(Beginning of Input for this task)

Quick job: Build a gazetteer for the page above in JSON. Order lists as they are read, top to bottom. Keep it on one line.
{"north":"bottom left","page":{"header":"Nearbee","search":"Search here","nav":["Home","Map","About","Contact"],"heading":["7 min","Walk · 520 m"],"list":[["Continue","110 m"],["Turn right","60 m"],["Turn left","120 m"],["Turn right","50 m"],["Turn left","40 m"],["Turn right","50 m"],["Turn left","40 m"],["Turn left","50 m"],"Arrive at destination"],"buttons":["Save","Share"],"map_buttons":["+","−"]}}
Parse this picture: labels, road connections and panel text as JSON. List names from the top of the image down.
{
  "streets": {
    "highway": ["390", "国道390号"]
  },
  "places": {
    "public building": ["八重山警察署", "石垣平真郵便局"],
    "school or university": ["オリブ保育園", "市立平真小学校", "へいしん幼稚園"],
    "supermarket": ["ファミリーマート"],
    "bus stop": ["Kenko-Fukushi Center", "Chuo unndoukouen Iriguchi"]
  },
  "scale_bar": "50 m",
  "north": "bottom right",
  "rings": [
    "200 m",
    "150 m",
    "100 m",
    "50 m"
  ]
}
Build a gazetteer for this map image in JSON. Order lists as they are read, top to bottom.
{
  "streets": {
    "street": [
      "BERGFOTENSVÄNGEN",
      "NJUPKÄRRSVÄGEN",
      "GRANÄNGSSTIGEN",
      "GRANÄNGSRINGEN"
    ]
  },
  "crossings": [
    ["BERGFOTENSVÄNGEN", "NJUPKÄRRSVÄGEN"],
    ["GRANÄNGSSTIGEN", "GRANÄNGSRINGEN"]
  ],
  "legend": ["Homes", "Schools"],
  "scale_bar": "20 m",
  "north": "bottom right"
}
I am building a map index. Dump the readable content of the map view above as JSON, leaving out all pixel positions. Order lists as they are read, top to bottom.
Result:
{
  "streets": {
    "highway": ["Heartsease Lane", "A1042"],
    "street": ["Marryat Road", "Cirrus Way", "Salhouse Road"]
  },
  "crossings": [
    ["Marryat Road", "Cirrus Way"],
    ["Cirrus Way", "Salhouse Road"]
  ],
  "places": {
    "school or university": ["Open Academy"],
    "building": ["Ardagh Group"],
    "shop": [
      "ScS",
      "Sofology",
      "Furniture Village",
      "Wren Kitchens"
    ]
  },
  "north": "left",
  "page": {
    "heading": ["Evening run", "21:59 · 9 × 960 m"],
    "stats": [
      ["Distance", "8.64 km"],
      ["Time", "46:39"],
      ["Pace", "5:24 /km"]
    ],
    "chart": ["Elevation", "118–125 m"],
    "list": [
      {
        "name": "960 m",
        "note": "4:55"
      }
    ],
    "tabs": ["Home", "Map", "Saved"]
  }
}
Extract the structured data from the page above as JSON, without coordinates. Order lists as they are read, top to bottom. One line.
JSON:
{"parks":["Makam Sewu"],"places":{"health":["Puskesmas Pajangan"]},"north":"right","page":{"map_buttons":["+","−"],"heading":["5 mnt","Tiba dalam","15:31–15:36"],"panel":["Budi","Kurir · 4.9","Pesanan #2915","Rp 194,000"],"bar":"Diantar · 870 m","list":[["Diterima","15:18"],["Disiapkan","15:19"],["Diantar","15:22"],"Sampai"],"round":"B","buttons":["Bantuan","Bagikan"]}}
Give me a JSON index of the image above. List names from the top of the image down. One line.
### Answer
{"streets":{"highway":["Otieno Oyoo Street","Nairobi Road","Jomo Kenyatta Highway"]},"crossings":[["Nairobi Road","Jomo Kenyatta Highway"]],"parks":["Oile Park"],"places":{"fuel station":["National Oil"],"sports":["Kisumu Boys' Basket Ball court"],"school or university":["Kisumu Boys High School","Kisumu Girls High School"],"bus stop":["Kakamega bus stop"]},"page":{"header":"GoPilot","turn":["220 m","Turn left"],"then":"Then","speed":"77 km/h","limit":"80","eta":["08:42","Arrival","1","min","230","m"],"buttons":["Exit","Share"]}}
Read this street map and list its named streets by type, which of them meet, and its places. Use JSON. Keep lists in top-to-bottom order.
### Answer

(End of Input for this task)

Give every line of the material again, exactly as it reads.

• **Expected answer**
Quick job: Build a gazetteer for the page above in JSON. Order lists as they are read, top to bottom. Keep it on one line.
{"north":"bottom left","page":{"header":"Nearbee","search":"Search here","nav":["Home","Map","About","Contact"],"heading":["7 min","Walk · 520 m"],"list":[["Continue","110 m"],["Turn right","60 m"],["Turn left","120 m"],["Turn right","50 m"],["Turn left","40 m"],["Turn right","50 m"],["Turn left","40 m"],["Turn left","50 m"],"Arrive at destination"],"buttons":["Save","Share"],"map_buttons":["+","−"]}}
Parse this picture: labels, road connections and panel text as JSON. List names from the top of the image down.
{
  "streets": {
    "highway": ["390", "国道390号"]
  },
  "places": {
    "public building": ["八重山警察署", "石垣平真郵便局"],
    "school or university": ["オリブ保育園", "市立平真小学校", "へいしん幼稚園"],
    "supermarket": ["ファミリーマート"],
    "bus stop": ["Kenko-Fukushi Center", "Chuo unndoukouen Iriguchi"]
  },
  "scale_bar": "50 m",
  "north": "bottom right",
  "rings": [
    "200 m",
    "150 m",
    "100 m",
    "50 m"
  ]
}
Build a gazetteer for this map image in JSON. Order lists as they are read, top to bottom.
{
  "streets": {
    "street": [
      "BERGFOTENSVÄNGEN",
      "NJUPKÄRRSVÄGEN",
      "GRANÄNGSSTIGEN",
      "GRANÄNGSRINGEN"
    ]
  },
  "crossings": [
    ["BERGFOTENSVÄNGEN", "NJUPKÄRRSVÄGEN"],
    ["GRANÄNGSSTIGEN", "GRANÄNGSRINGEN"]
  ],
  "legend": ["Homes", "Schools"],
  "scale_bar": "20 m",
  "north": "bottom right"
}
I am building a map index. Dump the readable content of the map view above as JSON, leaving out all pixel positions. Order lists as they are read, top to bottom.
Result:
{
  "streets": {
    "highway": ["Heartsease Lane", "A1042"],
    "street": ["Marryat Road", "Cirrus Way", "Salhouse Road"]
  },
  "crossings": [
    ["Marryat Road", "Cirrus Way"],
    ["Cirrus Way", "Salhouse Road"]
  ],
  "places": {
    "school or university": ["Open Academy"],
    "building": ["Ardagh Group"],
    "shop": [
      "ScS",
      "Sofology",
      "Furniture Village",
      "Wren Kitchens"
    ]
  },
  "north": "left",
  "page": {
    "heading": ["Evening run", "21:59 · 9 × 960 m"],
    "stats": [
      ["Distance", "8.64 km"],
      ["Time", "46:39"],
      ["Pace", "5:24 /km"]
    ],
    "chart": ["Elevation", "118–125 m"],
    "list": [
      {
        "name": "960 m",
        "note": "4:55"
      }
    ],
    "tabs": ["Home", "Map", "Saved"]
  }
}
Extract the structured data from the page above as JSON, without coordinates. Order lists as they are read, top to bottom. One line.
JSON:
{"parks":["Makam Sewu"],"places":{"health":["Puskesmas Pajangan"]},"north":"right","page":{"map_buttons":["+","−"],"heading":["5 mnt","Tiba dalam","15:31–15:36"],"panel":["Budi","Kurir · 4.9","Pesanan #2915","Rp 194,000"],"bar":"Diantar · 870 m","list":[["Diterima","15:18"],["Disiapkan","15:19"],["Diantar","15:22"],"Sampai"],"round":"B","buttons":["Bantuan","Bagikan"]}}
Give me a JSON index of the image above. List names from the top of the image down. One line.
### Answer
{"streets":{"highway":["Otieno Oyoo Street","Nairobi Road","Jomo Kenyatta Highway"]},"crossings":[["Nairobi Road","Jomo Kenyatta Highway"]],"parks":["Oile Park"],"places":{"fuel station":["National Oil"],"sports":["Kisumu Boys' Basket Ball court"],"school or university":["Kisumu Boys High School","Kisumu Girls High School"],"bus stop":["Kakamega bus stop"]},"page":{"header":"GoPilot","turn":["220 m","Turn left"],"then":"Then","speed":"77 km/h","limit":"80","eta":["08:42","Arrival","1","min","230","m"],"buttons":["Exit","Share"]}}
Read this street map and list its named streets by type, which of them meet, and its places. Use JSON. Keep lists in top-to-bottom order.
### Answer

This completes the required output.